Is Populism really a Problem?

Revolt/submit

Revolt/submitWe’re supposed to think it is.

Just look at the havoc populism has wrought on our once stable, orderly and deeply contented Western societies. The seismic shock of Brexit, the Trumpocalypse, the rise of Front National and Germany’s current coalition woes are just a few examples of populism’s pernicious and harmful effects.

At every turn we see populism on the rise, more often than not defined as an entirely negative cultural and political force.

We can be certain in our analysis because our moral, intellectual and social betters inside the commentariat bubble have declared it to be so. You know the people I’m talking about; those highly educated, highly paid and infallible analysts who told us Britain would sink into the ocean the day after a Brexit vote. The ones who were certain Donald Trump had a less than 2% chance of becoming president. The ones who wrote off Jeremy Corbyn as a joke.

Whilst it’s abundantly clear that the populist appeal of Corbyn’s Labour Party is very different from that of Germany’s AFD, the measureable rise of both groups is clear, present and tangible evidence that the populists are firmly in the ascendancy and the establishment doesn’t really know what to do. This lack of political, cultural and economic imagination shouldn’t really be a huge surprise when we consider how the Oxford English Dictionary defines populism as “a political approach that strives to appeal to ordinary people who feel that their concerns are disregarded by established elite groups.”

In other words, ordinary voters from across the political spectrum are united by an underlying belief that their societies have been usurped by a self-serving, narrow clique of political, media and business interests who actually despise the very people upon whom they rely for either money or votes…and often both at the same time. Whether the prescribed cure is civic nationalism or Soviet style socialism, the diagnosis of a self-serving and sneering elite is pretty much uniform across the Western world at this point.

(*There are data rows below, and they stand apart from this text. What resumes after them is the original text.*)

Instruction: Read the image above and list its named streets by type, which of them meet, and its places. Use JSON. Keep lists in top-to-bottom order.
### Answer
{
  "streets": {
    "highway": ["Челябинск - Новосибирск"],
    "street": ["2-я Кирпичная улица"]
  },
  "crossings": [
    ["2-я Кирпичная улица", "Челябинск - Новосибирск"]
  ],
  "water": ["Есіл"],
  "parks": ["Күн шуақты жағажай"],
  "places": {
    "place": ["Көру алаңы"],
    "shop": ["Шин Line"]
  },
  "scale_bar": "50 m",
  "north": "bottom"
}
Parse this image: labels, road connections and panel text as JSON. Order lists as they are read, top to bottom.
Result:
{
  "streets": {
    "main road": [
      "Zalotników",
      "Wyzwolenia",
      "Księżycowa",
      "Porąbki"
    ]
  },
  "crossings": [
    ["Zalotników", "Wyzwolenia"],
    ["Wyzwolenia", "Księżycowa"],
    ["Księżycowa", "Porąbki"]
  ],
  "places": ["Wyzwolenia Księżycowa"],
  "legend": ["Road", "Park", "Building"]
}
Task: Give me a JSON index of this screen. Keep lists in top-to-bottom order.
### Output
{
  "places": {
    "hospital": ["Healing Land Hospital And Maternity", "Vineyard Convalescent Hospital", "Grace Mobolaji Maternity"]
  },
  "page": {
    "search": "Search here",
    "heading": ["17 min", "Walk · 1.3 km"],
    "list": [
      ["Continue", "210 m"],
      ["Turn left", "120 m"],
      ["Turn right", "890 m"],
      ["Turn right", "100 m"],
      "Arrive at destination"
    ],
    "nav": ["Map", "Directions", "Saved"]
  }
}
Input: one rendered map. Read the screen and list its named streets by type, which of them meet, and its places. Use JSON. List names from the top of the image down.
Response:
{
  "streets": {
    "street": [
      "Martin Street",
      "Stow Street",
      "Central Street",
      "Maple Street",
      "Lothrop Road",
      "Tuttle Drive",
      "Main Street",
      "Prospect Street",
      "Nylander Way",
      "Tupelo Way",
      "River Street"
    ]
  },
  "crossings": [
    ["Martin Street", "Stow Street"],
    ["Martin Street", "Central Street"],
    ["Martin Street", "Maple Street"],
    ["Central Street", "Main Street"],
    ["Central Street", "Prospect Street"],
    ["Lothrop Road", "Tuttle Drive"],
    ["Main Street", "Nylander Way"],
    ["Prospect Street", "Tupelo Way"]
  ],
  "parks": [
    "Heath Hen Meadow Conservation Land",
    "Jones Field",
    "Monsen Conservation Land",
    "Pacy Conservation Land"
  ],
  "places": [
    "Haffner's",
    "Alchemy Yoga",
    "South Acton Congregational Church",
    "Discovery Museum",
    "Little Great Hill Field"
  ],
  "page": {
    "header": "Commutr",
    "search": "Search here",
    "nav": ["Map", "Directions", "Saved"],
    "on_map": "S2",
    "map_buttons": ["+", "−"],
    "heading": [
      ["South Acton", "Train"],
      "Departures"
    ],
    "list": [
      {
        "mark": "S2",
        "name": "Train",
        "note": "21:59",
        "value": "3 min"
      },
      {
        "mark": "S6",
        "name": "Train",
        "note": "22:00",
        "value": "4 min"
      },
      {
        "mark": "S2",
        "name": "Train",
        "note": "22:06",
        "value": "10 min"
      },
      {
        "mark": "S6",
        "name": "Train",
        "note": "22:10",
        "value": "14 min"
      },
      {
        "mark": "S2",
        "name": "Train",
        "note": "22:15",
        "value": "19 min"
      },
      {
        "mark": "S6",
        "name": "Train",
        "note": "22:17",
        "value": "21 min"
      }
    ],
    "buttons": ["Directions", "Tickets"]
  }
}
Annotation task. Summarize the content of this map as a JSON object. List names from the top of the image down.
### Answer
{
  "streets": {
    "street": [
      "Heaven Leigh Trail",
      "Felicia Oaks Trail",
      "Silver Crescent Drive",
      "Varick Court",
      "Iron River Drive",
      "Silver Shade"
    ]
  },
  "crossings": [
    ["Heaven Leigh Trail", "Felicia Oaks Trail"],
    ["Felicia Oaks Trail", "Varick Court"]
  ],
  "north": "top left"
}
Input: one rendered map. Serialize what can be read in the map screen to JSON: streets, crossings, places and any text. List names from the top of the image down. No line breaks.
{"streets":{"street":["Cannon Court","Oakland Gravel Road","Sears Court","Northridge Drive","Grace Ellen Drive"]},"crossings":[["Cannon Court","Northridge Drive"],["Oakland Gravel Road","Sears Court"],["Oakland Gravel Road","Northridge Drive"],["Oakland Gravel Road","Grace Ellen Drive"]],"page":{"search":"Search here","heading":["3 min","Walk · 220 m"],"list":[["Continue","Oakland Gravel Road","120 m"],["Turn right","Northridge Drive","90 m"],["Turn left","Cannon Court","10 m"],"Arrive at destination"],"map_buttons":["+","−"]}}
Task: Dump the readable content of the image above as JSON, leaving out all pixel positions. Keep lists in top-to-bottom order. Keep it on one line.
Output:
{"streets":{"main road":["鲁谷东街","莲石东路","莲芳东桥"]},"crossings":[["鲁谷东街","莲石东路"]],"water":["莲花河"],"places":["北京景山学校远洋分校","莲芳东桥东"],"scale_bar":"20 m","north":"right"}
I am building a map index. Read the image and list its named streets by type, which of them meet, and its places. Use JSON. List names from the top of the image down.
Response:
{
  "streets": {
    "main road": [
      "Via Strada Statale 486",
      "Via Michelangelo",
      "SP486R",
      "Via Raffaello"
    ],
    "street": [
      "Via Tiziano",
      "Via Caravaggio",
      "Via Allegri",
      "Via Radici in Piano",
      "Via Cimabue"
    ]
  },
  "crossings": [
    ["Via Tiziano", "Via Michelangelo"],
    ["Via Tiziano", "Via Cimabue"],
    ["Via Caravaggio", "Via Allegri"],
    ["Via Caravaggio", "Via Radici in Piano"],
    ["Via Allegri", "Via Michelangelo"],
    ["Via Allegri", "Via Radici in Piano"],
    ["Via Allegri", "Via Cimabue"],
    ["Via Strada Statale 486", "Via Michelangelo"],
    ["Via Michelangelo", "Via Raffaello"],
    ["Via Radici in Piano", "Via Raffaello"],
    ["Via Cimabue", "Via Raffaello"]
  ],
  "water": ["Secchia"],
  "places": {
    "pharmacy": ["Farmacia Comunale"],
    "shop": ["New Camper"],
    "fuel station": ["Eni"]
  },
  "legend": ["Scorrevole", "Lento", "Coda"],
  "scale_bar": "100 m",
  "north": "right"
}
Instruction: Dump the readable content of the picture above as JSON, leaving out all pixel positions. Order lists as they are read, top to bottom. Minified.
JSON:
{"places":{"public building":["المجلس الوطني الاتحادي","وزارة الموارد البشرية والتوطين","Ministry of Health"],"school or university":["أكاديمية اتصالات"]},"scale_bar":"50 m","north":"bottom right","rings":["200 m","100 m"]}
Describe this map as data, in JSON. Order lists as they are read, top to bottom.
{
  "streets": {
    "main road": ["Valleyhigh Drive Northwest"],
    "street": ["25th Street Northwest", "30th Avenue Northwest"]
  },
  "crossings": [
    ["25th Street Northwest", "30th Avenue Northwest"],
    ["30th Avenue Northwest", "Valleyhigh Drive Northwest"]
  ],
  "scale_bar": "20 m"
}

Millions of elite media words have been expended in the examination of populism’s rise, offering both explanation and solution to this dangerous and unpredictable social force. Naturally most of them are completely wrong because they’re looking out from within the very same media bubble which has fuelled populism’s rebirth and inexorable rise. From their vantage point, they cannot see the simplest and neatest explanation for this mystifying and troubling trend.

The populists are right.

For more than three decades now, the ruling political, financial and media class has controlled Western societies very successfully through their complete domination of the Overton window. For those who don’t know, the Overton window is the range of views that any society considers to be within acceptable political discourse. Any idea outside the Overton window is considered extreme or fringe, and therefore not worthy of serious discussion.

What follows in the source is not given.